Experienced teachers key in California districts that ‘beat the odds’

Study identified 156 districts where students achieve at higher than expected levels.

Credit: Allison Shelley / The Verbatim Agency for American Education: Images of Teachers and Students in Action

Research released this week identified 156 California school districts with higher test scores in math and English language arts than expected for African-American and Hispanic students and found that teacher experience was the common factor that contributed to the higher results.

“The research finds that providing students with qualified, fully prepared teachers is a critical component for raising student achievement,” said Anne Podolsky, lead author on the report, “California’s Positive Outliers: Districts Beating the Odds, by the Palo-Alto based Learning Policy Institute. Other co-authors included Sean Reardon, professor at the Stanford University School of Education, and the institute’s CEO and president, Linda Darling-Hammond. Hammond is also the newly appointed president of the State Board of Education and an adviser to Gov. Gavin Newsom.

The study looked at 435 districts with at least 200 African-American or Hispanic students and 200 white students and compared the actual scores of the student groups with their predicted scores, based on a formula that includes districts’ median family income, poverty rate and parents’ education levels.

In 48 districts, both African-American and White students achieved at higher than predicted levels on three years of Smarter Balanced tests, which are given to students in grades 3 to 8 and grade 11. In 167 districts, Hispanic and white students scored at higher than predicted levels.

For a list of districts “beating the odds,” check out the LPI report here

Many of the high achievers were smaller districts, including Alvord Unified in the city of Riverside, Etiwanda School District in San Bernardino County and Perris Elementary in Riverside County, for African-American and white students. Hispanic and white students performed higher than predicted in Newhall Elementary in Los Angeles County and Winton School District in Merced County. Among larger districts, Hispanics and white students performed higher than predicted in San Diego, Long Beach and Clovis unified districts. (You can find a list of all of the districts on pages 26 to 34 of the full report.)

In analyzing the data, researchers found that factors often linked to success — overall per-pupil expenditures and teacher-student ratios — after controlling for teacher qualifications, don’t contribute to higher achievement. Teacher salaries do, but not significantly.

What did matter was teacher qualifications, particularly the preparedness of teachers. “We find that the percent of teachers holding substandard credentials is significantly and negatively associated with student achievement,” the study found. For every 10 percent increase in the percentage of teachers with emergency and intern credentials, there was a statistically significant drop in average achievement for Hispanic and African-American students. It amounted to 0.10 standard deviations, which translates, the researchers said, to a loss of about a month of learning.
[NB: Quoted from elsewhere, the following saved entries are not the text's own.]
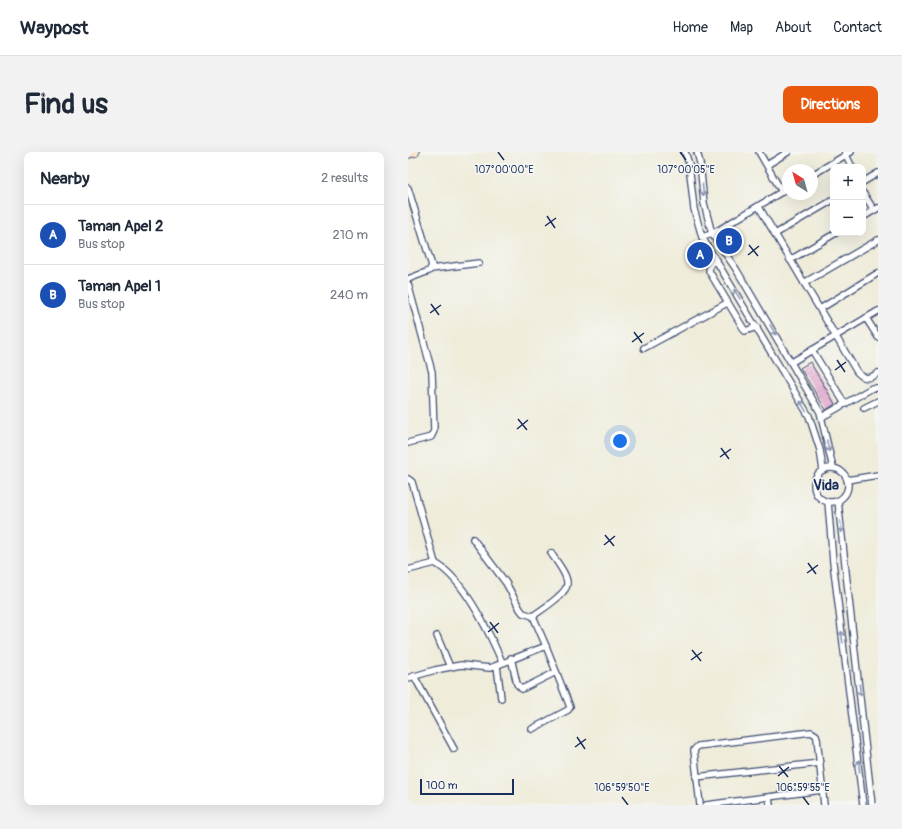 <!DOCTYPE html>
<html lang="en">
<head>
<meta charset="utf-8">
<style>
	:root { --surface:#fff; --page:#f2f2f3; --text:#1f2937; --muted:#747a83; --line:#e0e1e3; --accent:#ea580c }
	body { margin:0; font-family:Pangolin,sans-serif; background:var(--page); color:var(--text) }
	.controls { position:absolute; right:12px; top:12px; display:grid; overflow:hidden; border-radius:8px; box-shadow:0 4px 16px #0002 }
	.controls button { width:36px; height:36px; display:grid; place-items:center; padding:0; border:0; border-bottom:1px solid var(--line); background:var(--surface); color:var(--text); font:20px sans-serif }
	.compass { position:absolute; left:374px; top:12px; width:36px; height:36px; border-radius:50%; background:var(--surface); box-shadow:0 4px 16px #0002; rotate:323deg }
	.scale { position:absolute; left:12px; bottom:10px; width:94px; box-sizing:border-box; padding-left:4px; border:2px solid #1b2f5e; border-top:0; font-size:11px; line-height:14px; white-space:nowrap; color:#1b2f5e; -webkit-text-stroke:3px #f6f6f2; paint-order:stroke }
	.you { position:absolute; left:212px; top:289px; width:14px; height:14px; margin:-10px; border:3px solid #fff; border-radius:50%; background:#1a73e8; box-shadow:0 0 0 6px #1a73e833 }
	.badge { display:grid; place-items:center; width:26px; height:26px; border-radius:50%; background:var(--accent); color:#fff; font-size:13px; font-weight:700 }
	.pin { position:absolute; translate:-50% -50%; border:2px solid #fff; box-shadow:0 1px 4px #0006 }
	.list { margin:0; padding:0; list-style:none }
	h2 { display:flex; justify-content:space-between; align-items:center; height:52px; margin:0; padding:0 16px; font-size:17px }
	h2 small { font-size:13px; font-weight:400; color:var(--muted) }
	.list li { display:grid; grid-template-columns:26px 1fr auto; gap:12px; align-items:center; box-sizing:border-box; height:60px; padding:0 16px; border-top:1px solid var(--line) }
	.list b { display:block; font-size:15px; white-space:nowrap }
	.list p { margin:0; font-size:13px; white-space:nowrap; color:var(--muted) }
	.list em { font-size:13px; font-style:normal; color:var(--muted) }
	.map { position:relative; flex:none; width:470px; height:653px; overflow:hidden; border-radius:8px }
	header { display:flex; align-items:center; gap:24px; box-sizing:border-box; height:56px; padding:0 20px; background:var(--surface); border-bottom:1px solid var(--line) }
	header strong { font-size:19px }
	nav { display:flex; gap:22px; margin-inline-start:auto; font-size:14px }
	.intro { display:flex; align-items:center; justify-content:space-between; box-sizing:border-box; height:96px; padding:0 24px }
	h1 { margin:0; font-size:28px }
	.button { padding:10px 18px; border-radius:8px; background:var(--accent); color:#fff; font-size:14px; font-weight:700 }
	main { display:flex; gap:24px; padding:0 24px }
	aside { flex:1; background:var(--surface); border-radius:8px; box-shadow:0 4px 16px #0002 }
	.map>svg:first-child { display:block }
	.building { fill:url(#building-hatch) }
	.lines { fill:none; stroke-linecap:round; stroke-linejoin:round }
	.street-casing { stroke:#3b4b71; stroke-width:8 }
	.secondary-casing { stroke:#3b4b71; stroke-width:10 }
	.street { stroke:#fff; stroke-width:5.5 }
	.secondary { stroke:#fbe5cf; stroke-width:8 }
	.oneway { stroke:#8d97ae }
	.ticks { fill:none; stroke:#1b2f5e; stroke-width:1.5 }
	.labels { text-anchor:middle; stroke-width:3; stroke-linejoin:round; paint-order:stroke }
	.district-label { font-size:15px; font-weight:bold; fill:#1b2f5e; stroke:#f6f6f2 }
	.ticks-label { font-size:10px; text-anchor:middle; fill:#1b2f5e; stroke:#f6f6f2; stroke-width:3; stroke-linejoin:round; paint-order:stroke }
</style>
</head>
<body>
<header>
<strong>Waypost</strong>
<nav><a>Home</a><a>Map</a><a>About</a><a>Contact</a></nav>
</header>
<div class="intro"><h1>Find us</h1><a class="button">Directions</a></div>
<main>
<aside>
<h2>Nearby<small>2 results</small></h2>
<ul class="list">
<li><span class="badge" style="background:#1a4fb4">A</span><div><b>Taman Apel 2</b><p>Bus stop</p></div><em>210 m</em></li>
<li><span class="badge" style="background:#1a4fb4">B</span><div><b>Taman Apel 1</b><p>Bus stop</p></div><em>240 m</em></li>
</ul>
</aside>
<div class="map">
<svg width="470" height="653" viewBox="0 0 470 653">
	<defs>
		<pattern id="building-hatch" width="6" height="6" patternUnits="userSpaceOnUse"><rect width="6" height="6" fill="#e4a7cf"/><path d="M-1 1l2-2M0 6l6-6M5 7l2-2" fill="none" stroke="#b888ab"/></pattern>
	</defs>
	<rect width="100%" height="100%" fill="#f6f6f2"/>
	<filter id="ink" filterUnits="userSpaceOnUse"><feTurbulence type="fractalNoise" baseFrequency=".025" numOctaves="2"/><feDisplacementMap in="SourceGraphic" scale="8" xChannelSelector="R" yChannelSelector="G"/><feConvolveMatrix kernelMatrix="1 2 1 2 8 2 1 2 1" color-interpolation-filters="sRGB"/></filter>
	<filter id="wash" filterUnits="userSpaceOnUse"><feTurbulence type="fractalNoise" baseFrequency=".012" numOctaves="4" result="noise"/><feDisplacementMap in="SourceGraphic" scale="16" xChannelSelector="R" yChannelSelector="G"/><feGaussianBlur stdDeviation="0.9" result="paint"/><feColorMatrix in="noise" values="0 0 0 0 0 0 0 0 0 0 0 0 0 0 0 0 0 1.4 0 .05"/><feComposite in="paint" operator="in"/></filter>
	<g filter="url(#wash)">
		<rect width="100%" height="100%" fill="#efecda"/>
		<g id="blocks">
			<path class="building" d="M402 210 427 252 418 258 392 216Z"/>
		</g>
	</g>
	<g filter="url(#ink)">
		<use href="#blocks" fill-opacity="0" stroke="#3b4b71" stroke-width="1"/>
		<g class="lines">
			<defs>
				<g id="street">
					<path d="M277 0 281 12 286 57 294 85 401 264 412 298 415 318"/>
					<path d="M289 0 292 11 296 51 304 82 328 117 412 260 425 316"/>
					<path d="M351 0 374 40"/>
					<path d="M437 1 444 15"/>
					<path d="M359 13 380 0"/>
					<path d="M404 23 443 0"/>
					<path d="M455 30 470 21"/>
					<path d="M0 36 24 114 21 119 0 127"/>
					<path d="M455 41 466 58"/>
					<path d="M351 55 449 220C457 228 461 227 470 221"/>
					<path d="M455 65 470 56"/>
					<path d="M367 82 425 48"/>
					<path d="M294 85 304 82 380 36"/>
					<path d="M309 108 302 112 301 119 337 179 349 175"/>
					<path d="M382 108 428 81"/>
					<path d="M23 117 71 111"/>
					<path d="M396 131 470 88"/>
					<path d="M0 132 24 220 26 279 23 285 0 291"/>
					<path d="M412 157 470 121"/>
					<path d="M458 166 470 185"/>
					<path d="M236 196 319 151"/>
					<path d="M404 198 437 252"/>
					<path d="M384 210 470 159"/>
					<path d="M456 256 470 249"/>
					<path d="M414 265 464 236H470"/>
					<circle cx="423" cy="333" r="17"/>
					<path d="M0 327 4 330 27 411"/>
					<path d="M439 328 470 323"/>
					<path d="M430 349 464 653"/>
					<path d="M420 350 425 410 455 653"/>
					<path d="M65 387 98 431 112 457 115 461 125 464 138 494"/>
					<path d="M0 418 27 411C56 427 81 480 94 510"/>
					<path d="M125 464C133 458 159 442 159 432 160 423 148 409 143 401"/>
					<path d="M29 484 42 515"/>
					<path d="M103 506 109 532 114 537 148 520"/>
					<path d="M89 514 93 546"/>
					<path d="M6 524 46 597"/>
					<path d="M0 526 27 518 53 513 82 516 138 494 162 555 160 558 124 577"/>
					<path d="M288 625 412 611"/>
					<path d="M361 645 362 653"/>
					<path d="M292 653 286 598 290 594 403 580 408 583 409 586 416 653"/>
					<path d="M298 653 414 638"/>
				</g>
				<path id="secondary" d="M0 2 7 0"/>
			</defs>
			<use href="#street" class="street-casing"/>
			<use href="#secondary" class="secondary-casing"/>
			<use href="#street" class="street"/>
			<use href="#secondary" class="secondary"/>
		</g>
		<defs><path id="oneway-shaft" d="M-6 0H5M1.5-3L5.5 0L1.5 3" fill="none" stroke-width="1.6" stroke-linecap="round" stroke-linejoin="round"/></defs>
		<g class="oneway">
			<use href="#oneway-shaft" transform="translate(295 38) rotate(85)"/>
			<use href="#oneway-shaft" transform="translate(329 142) rotate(-121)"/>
			<use href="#oneway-shaft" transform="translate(365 178) rotate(59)"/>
			<use href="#oneway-shaft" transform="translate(395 254) rotate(-120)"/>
			<use href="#oneway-shaft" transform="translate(420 294) rotate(78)"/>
			<use href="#oneway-shaft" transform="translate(433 375) rotate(84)"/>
			<use href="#oneway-shaft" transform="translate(434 485) rotate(-97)"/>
			<use href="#oneway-shaft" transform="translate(452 538) rotate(83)"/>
			<use href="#oneway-shaft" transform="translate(451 614) rotate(-95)"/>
		</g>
	</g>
	<path class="ticks" d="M90 0 96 8M272 0 278 8M139 64 147 76M137 74 148 66M341 93 350 104M340 103 351 94M23 152 31 163M22 161 33 153M226 180 234 191M224 190 236 181M429 208 437 220M427 218 438 210M110 267 119 278M109 277 120 268M313 296 321 307M312 305 323 297M197 383 206 394M196 393 207 384M400 411 408 422M399 421 410 413M82 470 90 481M80 480 91 471M284 498 293 509M283 508 294 500M169 585 177 597M167 595 178 587M371 614 380 625M370 624 381 615M214 645 220 653M395 645 401 653"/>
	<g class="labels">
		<g class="district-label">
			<text x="418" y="338">Vida</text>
		</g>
	</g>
	<g class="ticks-label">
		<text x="96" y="21">107°00'00"E</text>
		<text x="278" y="21">107°00'05"E</text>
		<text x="214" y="639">106°59'50"E</text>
		<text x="395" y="639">106°59'55"E</text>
	</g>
</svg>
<div class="controls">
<button>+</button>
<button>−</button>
</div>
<svg class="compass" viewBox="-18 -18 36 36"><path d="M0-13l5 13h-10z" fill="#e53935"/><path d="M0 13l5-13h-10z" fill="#747a83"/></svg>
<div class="scale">100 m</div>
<div class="you"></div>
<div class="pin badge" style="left:292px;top:103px;background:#1a4fb4">A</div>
<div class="pin badge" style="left:321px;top:89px;background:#1a4fb4">B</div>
</div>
</main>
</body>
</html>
Previous studies by the institute found that African-American and Hispanic students are assigned a disproportionate share of inexperienced teachers. A continual churn of inexperienced teachers compounds districts’ challenges in training teachers in the state’s academic standards and in building the systems of support the state is counting on to narrow student achievement gaps, Darling-Hammond said in an interview.

The study comes a week after Newsom proposed a $90 million teacher loan forgiveness program in the 2019-20 budget. Darling-Hammond has long supported such a program as a way to ease the state’s teacher shortage. The program would reimburse up to $20,000 of education expenses for teachers in critically short subject areas of science, math and special education. Districts that have issued the most permits for underqualified teachers would be eligible for the new teachers. There would be enough money potentially for 4,500 new teachers ­— equal to about a third of the teachers issued emergency or intern credentials last year.

The district that ranked highest in achievement for African-American and white students is also the state’s largest elementary school district: Chula Vista, with 30,000 students, in San Diego County.

Gloria Ciriza, executive director for curriculum, instruction and assessment for the district, attributed the success to a comprehensive approach to language development applied consistently in all 49 schools. Teachers in seven cohorts do all of their training together, share ideas across the system and “grow as a group,” she said.

There is a resource teacher at every school to coach new teachers. “We build relationships to make teachers feel supported and motivated,” she said.

About 10 percent of Chula Vista’s staff were first- and second-year teachers last year, compared with 13 percent statewide. In Hawthorne School District, one of the highest-achieving districts for Hispanic and white students, only 8 percent of teachers were first- and second-year teachers, according to Ed-Data. Hawthorne is a K-8 district with 8,400 students in Los Angeles County.

Adela Jones, superintendent of Sanger Unified in Fresno County, said the latest report “validates that Sanger is putting resources where we need to, in building teacher capacity.” Sanger, with 11,000 students, was cited for the high achievement of its white and Hispanic students. Sanger’s “professional learning communities” — a system of teacher professional training and collaboration — have been studied for years. The district also has a partnership with Fresno State University to create teacher mentorships for 25 aspiring teachers who spend a year in the classroom working with and learning from an experienced teacher.

The Learning Policy Institute plans a follow-up study, to be released this summer, in which it will examine closely district policies and classroom practices contributing to some of the identified districts’ success.